### Problem to work on
Take the data that follows and return it exactly.

::: Material supplied

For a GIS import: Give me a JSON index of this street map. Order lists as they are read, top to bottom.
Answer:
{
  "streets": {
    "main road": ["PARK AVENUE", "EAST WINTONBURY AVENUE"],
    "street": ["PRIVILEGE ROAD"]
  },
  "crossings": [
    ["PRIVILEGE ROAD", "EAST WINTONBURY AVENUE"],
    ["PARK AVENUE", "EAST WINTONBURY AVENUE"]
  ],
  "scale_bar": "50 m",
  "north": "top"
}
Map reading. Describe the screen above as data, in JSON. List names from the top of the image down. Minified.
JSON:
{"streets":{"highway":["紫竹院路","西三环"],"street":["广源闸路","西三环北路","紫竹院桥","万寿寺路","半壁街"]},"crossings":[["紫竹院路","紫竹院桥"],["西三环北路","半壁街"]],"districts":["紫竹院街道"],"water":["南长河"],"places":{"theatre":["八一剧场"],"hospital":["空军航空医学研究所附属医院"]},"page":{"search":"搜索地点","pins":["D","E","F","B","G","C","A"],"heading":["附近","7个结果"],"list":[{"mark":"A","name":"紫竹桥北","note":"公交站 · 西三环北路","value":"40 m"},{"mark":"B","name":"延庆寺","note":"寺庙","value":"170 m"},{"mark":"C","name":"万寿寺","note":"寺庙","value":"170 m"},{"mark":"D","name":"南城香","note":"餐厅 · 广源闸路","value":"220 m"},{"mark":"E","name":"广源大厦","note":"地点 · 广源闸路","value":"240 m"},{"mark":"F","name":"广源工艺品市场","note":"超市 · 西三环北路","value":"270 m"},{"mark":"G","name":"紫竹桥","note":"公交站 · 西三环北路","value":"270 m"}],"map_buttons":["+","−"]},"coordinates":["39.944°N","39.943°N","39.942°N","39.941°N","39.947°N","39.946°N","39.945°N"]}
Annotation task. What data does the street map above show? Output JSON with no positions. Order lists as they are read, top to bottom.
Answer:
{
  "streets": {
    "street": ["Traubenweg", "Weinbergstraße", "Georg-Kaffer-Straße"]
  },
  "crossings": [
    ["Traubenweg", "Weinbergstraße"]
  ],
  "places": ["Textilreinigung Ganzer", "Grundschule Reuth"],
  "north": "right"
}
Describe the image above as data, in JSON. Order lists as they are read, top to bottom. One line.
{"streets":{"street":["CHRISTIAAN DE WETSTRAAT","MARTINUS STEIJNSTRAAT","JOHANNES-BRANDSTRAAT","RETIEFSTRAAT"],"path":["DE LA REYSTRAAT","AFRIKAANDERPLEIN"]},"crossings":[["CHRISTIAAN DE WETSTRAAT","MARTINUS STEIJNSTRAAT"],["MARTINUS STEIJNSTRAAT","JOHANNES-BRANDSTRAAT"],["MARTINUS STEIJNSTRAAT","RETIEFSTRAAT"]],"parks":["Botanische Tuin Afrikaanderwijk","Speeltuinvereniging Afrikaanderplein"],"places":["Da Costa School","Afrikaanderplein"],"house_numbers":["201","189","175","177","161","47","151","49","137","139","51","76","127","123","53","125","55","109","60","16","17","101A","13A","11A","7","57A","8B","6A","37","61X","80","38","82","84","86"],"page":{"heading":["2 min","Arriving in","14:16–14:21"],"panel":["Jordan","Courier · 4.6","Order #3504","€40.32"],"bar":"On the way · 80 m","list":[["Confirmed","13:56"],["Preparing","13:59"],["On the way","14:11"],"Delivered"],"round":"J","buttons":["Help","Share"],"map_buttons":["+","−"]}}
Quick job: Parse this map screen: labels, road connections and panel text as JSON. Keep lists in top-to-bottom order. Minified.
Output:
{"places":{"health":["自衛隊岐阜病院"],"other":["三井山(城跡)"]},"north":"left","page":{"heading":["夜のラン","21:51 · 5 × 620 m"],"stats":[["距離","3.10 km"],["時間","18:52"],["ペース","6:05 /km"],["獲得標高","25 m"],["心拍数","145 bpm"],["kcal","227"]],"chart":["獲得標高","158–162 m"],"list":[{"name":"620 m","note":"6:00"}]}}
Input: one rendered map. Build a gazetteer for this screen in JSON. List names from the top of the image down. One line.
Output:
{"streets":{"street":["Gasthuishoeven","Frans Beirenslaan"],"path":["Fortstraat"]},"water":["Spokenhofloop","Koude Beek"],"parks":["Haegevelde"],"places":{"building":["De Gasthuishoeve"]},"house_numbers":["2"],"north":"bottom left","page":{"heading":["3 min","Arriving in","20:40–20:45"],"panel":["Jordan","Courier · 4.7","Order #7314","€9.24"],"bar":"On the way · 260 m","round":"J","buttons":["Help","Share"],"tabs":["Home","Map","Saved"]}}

::::::

### Response
For a GIS import: Give me a JSON index of this street map. Order lists as they are read, top to bottom.
Answer:
{
  "streets": {
    "main road": ["PARK AVENUE", "EAST WINTONBURY AVENUE"],
    "street": ["PRIVILEGE ROAD"]
  },
  "crossings": [
    ["PRIVILEGE ROAD", "EAST WINTONBURY AVENUE"],
    ["PARK AVENUE", "EAST WINTONBURY AVENUE"]
  ],
  "scale_bar": "50 m",
  "north": "top"
}
Map reading. Describe the screen above as data, in JSON. List names from the top of the image down. Minified.
JSON:
{"streets":{"highway":["紫竹院路","西三环"],"street":["广源闸路","西三环北路","紫竹院桥","万寿寺路","半壁街"]},"crossings":[["紫竹院路","紫竹院桥"],["西三环北路","半壁街"]],"districts":["紫竹院街道"],"water":["南长河"],"places":{"theatre":["八一剧场"],"hospital":["空军航空医学研究所附属医院"]},"page":{"search":"搜索地点","pins":["D","E","F","B","G","C","A"],"heading":["附近","7个结果"],"list":[{"mark":"A","name":"紫竹桥北","note":"公交站 · 西三环北路","value":"40 m"},{"mark":"B","name":"延庆寺","note":"寺庙","value":"170 m"},{"mark":"C","name":"万寿寺","note":"寺庙","value":"170 m"},{"mark":"D","name":"南城香","note":"餐厅 · 广源闸路","value":"220 m"},{"mark":"E","name":"广源大厦","note":"地点 · 广源闸路","value":"240 m"},{"mark":"F","name":"广源工艺品市场","note":"超市 · 西三环北路","value":"270 m"},{"mark":"G","name":"紫竹桥","note":"公交站 · 西三环北路","value":"270 m"}],"map_buttons":["+","−"]},"coordinates":["39.944°N","39.943°N","39.942°N","39.941°N","39.947°N","39.946°N","39.945°N"]}
Annotation task. What data does the street map above show? Output JSON with no positions. Order lists as they are read, top to bottom.
Answer:
{
  "streets": {
    "street": ["Traubenweg", "Weinbergstraße", "Georg-Kaffer-Straße"]
  },
  "crossings": [
    ["Traubenweg", "Weinbergstraße"]
  ],
  "places": ["Textilreinigung Ganzer", "Grundschule Reuth"],
  "north": "right"
}
Describe the image above as data, in JSON. Order lists as they are read, top to bottom. One line.
{"streets":{"street":["CHRISTIAAN DE WETSTRAAT","MARTINUS STEIJNSTRAAT","JOHANNES-BRANDSTRAAT","RETIEFSTRAAT"],"path":["DE LA REYSTRAAT","AFRIKAANDERPLEIN"]},"crossings":[["CHRISTIAAN DE WETSTRAAT","MARTINUS STEIJNSTRAAT"],["MARTINUS STEIJNSTRAAT","JOHANNES-BRANDSTRAAT"],["MARTINUS STEIJNSTRAAT","RETIEFSTRAAT"]],"parks":["Botanische Tuin Afrikaanderwijk","Speeltuinvereniging Afrikaanderplein"],"places":["Da Costa School","Afrikaanderplein"],"house_numbers":["201","189","175","177","161","47","151","49","137","139","51","76","127","123","53","125","55","109","60","16","17","101A","13A","11A","7","57A","8B","6A","37","61X","80","38","82","84","86"],"page":{"heading":["2 min","Arriving in","14:16–14:21"],"panel":["Jordan","Courier · 4.6","Order #3504","€40.32"],"bar":"On the way · 80 m","list":[["Confirmed","13:56"],["Preparing","13:59"],["On the way","14:11"],"Delivered"],"round":"J","buttons":["Help","Share"],"map_buttons":["+","−"]}}
Quick job: Parse this map screen: labels, road connections and panel text as JSON. Keep lists in top-to-bottom order. Minified.
Output:
{"places":{"health":["自衛隊岐阜病院"],"other":["三井山(城跡)"]},"north":"left","page":{"heading":["夜のラン","21:51 · 5 × 620 m"],"stats":[["距離","3.10 km"],["時間","18:52"],["ペース","6:05 /km"],["獲得標高","25 m"],["心拍数","145 bpm"],["kcal","227"]],"chart":["獲得標高","158–162 m"],"list":[{"name":"620 m","note":"6:00"}]}}
Input: one rendered map. Build a gazetteer for this screen in JSON. List names from the top of the image down. One line.
Output:
{"streets":{"street":["Gasthuishoeven","Frans Beirenslaan"],"path":["Fortstraat"]},"water":["Spokenhofloop","Koude Beek"],"parks":["Haegevelde"],"places":{"building":["De Gasthuishoeve"]},"house_numbers":["2"],"north":"bottom left","page":{"heading":["3 min","Arriving in","20:40–20:45"],"panel":["Jordan","Courier · 4.7","Order #7314","€9.24"],"bar":"On the way · 260 m","round":"J","buttons":["Help","Share"],"tabs":["Home","Map","Saved"]}}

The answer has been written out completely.